Problem description - Please repeat only the stretch of records running from the first line through the line that contains "Quick job: Describe".

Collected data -
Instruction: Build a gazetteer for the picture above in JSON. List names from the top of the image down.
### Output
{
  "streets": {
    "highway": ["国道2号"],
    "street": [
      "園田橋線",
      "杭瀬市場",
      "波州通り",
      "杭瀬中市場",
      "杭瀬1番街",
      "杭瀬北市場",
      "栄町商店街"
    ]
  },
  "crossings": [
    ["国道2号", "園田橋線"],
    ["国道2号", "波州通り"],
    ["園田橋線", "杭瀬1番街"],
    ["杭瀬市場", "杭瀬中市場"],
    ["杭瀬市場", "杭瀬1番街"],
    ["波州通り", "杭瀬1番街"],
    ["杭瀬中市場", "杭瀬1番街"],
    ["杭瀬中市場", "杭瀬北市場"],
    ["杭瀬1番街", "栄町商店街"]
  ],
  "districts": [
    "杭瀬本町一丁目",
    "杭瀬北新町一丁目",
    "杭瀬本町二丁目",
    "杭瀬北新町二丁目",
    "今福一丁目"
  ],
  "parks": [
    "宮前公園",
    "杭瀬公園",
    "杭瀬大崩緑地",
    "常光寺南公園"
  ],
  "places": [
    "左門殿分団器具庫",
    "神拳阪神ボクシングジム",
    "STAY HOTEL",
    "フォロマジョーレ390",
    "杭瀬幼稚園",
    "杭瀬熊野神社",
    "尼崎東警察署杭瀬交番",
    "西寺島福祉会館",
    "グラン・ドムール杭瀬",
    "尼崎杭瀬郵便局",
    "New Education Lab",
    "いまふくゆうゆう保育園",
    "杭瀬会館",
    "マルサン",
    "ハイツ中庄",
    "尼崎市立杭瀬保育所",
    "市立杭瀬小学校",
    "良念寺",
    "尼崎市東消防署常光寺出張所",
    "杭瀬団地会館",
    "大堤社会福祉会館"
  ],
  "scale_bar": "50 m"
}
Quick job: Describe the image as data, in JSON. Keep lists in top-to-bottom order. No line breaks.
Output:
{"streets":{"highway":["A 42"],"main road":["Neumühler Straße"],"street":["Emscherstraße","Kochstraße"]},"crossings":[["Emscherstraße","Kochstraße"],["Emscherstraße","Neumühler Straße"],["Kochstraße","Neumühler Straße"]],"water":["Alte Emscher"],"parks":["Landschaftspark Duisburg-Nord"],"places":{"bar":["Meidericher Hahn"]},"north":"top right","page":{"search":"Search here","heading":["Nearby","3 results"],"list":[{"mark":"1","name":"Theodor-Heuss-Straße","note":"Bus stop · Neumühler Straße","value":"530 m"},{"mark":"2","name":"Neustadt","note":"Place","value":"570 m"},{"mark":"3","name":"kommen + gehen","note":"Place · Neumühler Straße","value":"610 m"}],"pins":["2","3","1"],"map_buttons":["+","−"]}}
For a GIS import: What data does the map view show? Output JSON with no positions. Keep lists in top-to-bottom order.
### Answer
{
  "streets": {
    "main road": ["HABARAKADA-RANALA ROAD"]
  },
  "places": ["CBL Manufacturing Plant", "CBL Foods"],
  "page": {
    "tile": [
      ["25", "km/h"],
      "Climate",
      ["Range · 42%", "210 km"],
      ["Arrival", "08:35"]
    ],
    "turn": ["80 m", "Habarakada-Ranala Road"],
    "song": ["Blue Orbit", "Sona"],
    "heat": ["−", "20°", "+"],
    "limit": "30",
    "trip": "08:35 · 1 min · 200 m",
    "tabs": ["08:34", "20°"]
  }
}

Answer box -
Instruction: Build a gazetteer for the picture above in JSON. List names from the top of the image down.
### Output
{
  "streets": {
    "highway": ["国道2号"],
    "street": [
      "園田橋線",
      "杭瀬市場",
      "波州通り",
      "杭瀬中市場",
      "杭瀬1番街",
      "杭瀬北市場",
      "栄町商店街"
    ]
  },
  "crossings": [
    ["国道2号", "園田橋線"],
    ["国道2号", "波州通り"],
    ["園田橋線", "杭瀬1番街"],
    ["杭瀬市場", "杭瀬中市場"],
    ["杭瀬市場", "杭瀬1番街"],
    ["波州通り", "杭瀬1番街"],
    ["杭瀬中市場", "杭瀬1番街"],
    ["杭瀬中市場", "杭瀬北市場"],
    ["杭瀬1番街", "栄町商店街"]
  ],
  "districts": [
    "杭瀬本町一丁目",
    "杭瀬北新町一丁目",
    "杭瀬本町二丁目",
    "杭瀬北新町二丁目",
    "今福一丁目"
  ],
  "parks": [
    "宮前公園",
    "杭瀬公園",
    "杭瀬大崩緑地",
    "常光寺南公園"
  ],
  "places": [
    "左門殿分団器具庫",
    "神拳阪神ボクシングジム",
    "STAY HOTEL",
    "フォロマジョーレ390",
    "杭瀬幼稚園",
    "杭瀬熊野神社",
    "尼崎東警察署杭瀬交番",
    "西寺島福祉会館",
    "グラン・ドムール杭瀬",
    "尼崎杭瀬郵便局",
    "New Education Lab",
    "いまふくゆうゆう保育園",
    "杭瀬会館",
    "マルサン",
    "ハイツ中庄",
    "尼崎市立杭瀬保育所",
    "市立杭瀬小学校",
    "良念寺",
    "尼崎市東消防署常光寺出張所",
    "杭瀬団地会館",
    "大堤社会福祉会館"
  ],
  "scale_bar": "50 m"
}
Quick job: Describe the image as data, in JSON. Keep lists in top-to-bottom order. No line breaks.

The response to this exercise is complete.